Task instructions: Reproduce each line from the first in the data through the line that contains "display:grid; place-items:center; flex:none;" exactly; give nothing else.

-----

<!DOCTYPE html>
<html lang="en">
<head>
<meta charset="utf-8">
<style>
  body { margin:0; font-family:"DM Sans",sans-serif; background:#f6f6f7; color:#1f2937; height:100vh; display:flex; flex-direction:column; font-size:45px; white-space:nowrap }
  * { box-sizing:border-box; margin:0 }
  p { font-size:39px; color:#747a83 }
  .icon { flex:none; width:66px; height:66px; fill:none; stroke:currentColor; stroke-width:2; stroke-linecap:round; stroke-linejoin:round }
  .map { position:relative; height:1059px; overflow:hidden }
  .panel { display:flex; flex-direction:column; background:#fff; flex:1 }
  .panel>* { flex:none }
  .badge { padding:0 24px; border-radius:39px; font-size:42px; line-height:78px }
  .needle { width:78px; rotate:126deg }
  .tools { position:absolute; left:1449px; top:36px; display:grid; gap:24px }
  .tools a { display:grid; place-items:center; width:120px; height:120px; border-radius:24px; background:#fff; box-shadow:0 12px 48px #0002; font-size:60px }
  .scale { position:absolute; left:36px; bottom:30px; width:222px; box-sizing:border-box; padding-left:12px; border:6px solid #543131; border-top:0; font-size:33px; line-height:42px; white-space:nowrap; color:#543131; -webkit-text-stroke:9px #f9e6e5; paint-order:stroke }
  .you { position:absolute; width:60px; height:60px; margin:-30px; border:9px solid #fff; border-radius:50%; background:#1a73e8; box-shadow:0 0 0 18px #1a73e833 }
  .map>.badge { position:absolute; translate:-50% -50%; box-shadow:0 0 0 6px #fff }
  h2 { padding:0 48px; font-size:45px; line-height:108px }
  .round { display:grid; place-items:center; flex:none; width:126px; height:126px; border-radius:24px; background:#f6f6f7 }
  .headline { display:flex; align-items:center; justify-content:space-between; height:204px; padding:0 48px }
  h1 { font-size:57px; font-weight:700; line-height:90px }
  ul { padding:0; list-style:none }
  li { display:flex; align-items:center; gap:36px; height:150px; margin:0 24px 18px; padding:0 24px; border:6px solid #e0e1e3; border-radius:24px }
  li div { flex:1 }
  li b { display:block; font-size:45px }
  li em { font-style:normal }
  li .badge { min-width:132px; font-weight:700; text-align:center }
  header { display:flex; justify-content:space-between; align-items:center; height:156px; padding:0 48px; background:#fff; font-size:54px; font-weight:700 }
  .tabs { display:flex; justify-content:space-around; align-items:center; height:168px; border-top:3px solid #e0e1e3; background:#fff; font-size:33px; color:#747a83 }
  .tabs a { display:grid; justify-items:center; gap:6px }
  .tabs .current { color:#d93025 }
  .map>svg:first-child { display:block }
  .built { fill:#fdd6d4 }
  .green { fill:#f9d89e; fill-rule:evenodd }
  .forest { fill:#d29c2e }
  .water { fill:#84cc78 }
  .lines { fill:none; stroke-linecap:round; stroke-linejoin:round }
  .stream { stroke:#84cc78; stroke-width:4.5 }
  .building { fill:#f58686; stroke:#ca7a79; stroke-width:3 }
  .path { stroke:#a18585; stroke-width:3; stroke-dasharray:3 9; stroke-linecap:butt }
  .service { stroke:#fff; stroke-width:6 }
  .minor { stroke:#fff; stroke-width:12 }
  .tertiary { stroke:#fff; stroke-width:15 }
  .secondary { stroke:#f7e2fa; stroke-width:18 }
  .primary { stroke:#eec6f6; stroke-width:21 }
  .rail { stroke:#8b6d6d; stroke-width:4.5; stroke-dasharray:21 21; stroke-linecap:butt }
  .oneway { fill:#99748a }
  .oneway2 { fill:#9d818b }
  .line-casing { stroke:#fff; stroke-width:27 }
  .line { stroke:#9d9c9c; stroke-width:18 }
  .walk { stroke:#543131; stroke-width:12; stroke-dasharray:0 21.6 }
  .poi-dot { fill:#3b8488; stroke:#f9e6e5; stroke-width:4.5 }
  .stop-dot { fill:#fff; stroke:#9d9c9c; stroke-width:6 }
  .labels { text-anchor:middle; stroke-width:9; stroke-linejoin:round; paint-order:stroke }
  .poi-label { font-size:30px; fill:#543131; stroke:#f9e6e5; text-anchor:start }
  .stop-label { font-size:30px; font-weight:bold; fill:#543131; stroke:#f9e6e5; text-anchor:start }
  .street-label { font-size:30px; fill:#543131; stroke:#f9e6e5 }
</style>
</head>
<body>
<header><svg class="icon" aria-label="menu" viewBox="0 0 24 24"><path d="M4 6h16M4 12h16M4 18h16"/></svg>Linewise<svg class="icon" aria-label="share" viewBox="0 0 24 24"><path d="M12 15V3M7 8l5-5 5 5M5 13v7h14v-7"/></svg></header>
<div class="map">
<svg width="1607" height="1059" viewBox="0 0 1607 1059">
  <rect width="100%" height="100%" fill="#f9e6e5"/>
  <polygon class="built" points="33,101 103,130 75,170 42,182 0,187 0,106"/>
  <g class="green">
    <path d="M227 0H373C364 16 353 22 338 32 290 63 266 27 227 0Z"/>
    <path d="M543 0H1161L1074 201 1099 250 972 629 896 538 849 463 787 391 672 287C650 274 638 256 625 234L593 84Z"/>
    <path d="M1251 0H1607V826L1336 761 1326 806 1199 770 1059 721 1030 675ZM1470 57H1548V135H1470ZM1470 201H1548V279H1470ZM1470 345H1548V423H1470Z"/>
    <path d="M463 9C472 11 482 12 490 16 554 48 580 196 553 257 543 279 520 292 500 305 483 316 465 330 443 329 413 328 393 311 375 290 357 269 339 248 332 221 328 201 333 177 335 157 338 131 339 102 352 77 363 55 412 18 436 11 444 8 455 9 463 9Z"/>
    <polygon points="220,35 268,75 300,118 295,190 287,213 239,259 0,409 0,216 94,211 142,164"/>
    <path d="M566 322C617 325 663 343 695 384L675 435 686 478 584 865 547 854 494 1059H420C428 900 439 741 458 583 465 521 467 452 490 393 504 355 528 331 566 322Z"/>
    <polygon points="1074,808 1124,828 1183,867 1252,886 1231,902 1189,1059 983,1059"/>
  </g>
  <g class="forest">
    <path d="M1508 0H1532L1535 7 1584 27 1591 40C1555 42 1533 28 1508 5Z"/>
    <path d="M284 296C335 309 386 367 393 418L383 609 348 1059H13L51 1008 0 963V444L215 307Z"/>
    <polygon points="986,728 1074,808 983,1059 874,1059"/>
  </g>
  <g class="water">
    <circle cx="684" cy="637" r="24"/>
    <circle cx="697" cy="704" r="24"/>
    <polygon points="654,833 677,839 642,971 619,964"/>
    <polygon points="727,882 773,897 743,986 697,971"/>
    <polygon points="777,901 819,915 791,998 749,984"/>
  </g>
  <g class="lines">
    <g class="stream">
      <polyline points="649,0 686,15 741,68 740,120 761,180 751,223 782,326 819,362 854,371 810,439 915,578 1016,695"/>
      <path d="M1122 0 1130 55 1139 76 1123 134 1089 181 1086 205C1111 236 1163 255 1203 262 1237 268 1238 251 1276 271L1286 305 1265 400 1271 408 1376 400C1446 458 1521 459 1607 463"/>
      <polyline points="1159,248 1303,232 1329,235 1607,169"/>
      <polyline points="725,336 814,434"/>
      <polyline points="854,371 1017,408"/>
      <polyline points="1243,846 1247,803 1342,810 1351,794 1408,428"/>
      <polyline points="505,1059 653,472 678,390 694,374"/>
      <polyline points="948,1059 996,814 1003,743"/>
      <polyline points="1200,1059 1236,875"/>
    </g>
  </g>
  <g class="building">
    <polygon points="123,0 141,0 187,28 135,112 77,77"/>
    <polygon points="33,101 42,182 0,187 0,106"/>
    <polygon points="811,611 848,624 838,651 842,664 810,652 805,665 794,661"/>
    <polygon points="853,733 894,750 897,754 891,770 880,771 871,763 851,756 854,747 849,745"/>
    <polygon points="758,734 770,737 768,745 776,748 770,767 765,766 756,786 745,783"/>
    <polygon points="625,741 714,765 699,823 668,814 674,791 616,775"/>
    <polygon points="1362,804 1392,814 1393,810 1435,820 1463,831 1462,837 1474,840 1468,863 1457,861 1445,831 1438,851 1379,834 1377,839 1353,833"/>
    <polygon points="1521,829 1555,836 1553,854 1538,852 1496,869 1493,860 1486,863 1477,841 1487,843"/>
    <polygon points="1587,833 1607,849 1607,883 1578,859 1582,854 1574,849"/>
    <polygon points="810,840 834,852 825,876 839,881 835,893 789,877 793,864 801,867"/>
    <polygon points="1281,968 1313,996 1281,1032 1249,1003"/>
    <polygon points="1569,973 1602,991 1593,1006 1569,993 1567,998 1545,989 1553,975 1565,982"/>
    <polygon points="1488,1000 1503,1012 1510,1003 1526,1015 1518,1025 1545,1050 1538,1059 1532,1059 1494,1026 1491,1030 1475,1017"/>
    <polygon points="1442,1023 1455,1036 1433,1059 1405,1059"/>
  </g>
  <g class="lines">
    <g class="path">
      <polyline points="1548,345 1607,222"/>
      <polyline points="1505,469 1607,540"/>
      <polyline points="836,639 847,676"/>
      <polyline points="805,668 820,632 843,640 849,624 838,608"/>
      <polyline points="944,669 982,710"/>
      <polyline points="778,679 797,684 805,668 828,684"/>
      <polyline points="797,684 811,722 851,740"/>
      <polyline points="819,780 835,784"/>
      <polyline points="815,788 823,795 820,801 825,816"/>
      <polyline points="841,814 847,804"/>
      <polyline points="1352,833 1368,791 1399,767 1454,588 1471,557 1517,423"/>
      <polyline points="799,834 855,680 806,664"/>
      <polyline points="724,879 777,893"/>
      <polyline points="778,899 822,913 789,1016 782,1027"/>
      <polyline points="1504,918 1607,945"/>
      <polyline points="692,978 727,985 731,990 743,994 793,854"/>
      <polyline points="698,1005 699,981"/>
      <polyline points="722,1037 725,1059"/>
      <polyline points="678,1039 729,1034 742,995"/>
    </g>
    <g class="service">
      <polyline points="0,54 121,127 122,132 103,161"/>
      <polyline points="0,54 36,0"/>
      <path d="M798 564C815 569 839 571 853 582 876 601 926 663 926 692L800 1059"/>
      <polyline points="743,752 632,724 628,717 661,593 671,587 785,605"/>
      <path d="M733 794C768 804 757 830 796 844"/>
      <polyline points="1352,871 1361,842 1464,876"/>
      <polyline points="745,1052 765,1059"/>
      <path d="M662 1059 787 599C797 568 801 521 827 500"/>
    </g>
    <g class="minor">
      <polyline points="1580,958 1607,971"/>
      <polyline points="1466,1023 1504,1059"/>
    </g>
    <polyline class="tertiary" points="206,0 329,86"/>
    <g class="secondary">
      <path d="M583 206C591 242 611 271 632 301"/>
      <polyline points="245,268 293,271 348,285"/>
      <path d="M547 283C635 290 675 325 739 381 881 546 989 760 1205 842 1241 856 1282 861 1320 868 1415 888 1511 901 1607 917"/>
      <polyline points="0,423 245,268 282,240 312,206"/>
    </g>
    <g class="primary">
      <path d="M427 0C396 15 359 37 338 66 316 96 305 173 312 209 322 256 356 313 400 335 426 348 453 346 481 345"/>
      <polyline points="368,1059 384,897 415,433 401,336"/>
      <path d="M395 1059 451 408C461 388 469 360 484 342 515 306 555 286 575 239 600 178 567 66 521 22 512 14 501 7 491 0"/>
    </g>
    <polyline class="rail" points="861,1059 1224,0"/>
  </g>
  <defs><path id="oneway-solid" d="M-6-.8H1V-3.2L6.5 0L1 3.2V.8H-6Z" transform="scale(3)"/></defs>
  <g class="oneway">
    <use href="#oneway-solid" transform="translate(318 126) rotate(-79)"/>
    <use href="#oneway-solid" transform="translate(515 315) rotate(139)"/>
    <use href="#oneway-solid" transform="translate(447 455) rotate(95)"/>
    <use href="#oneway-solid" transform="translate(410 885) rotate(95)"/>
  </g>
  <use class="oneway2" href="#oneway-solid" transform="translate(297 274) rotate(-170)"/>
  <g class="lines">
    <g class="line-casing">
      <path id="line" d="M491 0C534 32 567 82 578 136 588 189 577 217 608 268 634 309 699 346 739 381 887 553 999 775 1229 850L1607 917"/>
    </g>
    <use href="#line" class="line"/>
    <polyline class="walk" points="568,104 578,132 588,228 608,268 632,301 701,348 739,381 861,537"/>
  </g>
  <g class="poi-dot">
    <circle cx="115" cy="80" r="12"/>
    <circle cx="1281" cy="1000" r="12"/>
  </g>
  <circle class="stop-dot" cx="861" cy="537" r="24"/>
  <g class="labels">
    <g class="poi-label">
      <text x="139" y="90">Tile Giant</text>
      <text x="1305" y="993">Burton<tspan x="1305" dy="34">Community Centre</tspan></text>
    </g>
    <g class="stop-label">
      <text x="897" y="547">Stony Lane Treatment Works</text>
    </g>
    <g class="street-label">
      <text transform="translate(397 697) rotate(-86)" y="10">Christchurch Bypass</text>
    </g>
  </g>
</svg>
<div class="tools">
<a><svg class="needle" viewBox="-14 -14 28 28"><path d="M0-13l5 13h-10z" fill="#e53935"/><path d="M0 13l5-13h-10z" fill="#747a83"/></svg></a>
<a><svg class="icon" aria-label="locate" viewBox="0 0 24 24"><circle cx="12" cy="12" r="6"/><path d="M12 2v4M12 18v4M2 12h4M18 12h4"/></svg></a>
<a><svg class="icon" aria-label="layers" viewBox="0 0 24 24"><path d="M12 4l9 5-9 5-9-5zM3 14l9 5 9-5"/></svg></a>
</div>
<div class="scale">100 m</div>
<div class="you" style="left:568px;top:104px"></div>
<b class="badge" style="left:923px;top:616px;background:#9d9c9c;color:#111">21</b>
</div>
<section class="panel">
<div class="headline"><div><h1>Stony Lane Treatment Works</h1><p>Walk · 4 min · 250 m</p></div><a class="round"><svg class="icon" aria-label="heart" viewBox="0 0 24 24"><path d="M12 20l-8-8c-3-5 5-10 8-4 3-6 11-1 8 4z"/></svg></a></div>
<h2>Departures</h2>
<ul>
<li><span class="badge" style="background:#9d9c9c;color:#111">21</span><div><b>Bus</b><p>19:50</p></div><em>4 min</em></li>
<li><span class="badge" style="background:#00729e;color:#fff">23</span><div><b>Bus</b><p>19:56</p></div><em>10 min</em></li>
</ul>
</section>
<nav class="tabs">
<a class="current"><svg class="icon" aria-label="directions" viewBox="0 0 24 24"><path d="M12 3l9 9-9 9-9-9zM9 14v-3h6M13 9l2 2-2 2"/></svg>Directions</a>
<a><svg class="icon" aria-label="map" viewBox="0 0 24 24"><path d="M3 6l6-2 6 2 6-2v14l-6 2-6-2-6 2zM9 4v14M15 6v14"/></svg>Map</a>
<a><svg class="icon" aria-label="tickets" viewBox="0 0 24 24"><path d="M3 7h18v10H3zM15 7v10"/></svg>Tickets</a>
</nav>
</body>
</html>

-----

Exercise answer:
<!DOCTYPE html>
<html lang="en">
<head>
<meta charset="utf-8">
<style>
  body { margin:0; font-family:"DM Sans",sans-serif; background:#f6f6f7; color:#1f2937; height:100vh; display:flex; flex-direction:column; font-size:45px; white-space:nowrap }
  * { box-sizing:border-box; margin:0 }
  p { font-size:39px; color:#747a83 }
  .icon { flex:none; width:66px; height:66px; fill:none; stroke:currentColor; stroke-width:2; stroke-linecap:round; stroke-linejoin:round }
  .map { position:relative; height:1059px; overflow:hidden }
  .panel { display:flex; flex-direction:column; background:#fff; flex:1 }
  .panel>* { flex:none }
  .badge { padding:0 24px; border-radius:39px; font-size:42px; line-height:78px }
  .needle { width:78px; rotate:126deg }
  .tools { position:absolute; left:1449px; top:36px; display:grid; gap:24px }
  .tools a { display:grid; place-items:center; width:120px; height:120px; border-radius:24px; background:#fff; box-shadow:0 12px 48px #0002; font-size:60px }
  .scale { position:absolute; left:36px; bottom:30px; width:222px; box-sizing:border-box; padding-left:12px; border:6px solid #543131; border-top:0; font-size:33px; line-height:42px; white-space:nowrap; color:#543131; -webkit-text-stroke:9px #f9e6e5; paint-order:stroke }
  .you { position:absolute; width:60px; height:60px; margin:-30px; border:9px solid #fff; border-radius:50%; background:#1a73e8; box-shadow:0 0 0 18px #1a73e833 }
  .map>.badge { position:absolute; translate:-50% -50%; box-shadow:0 0 0 6px #fff }
  h2 { padding:0 48px; font-size:45px; line-height:108px }
  .round { display:grid; place-items:center; flex:none; width:126px; height:126px; border-radius:24px; background:#f6f6f7 }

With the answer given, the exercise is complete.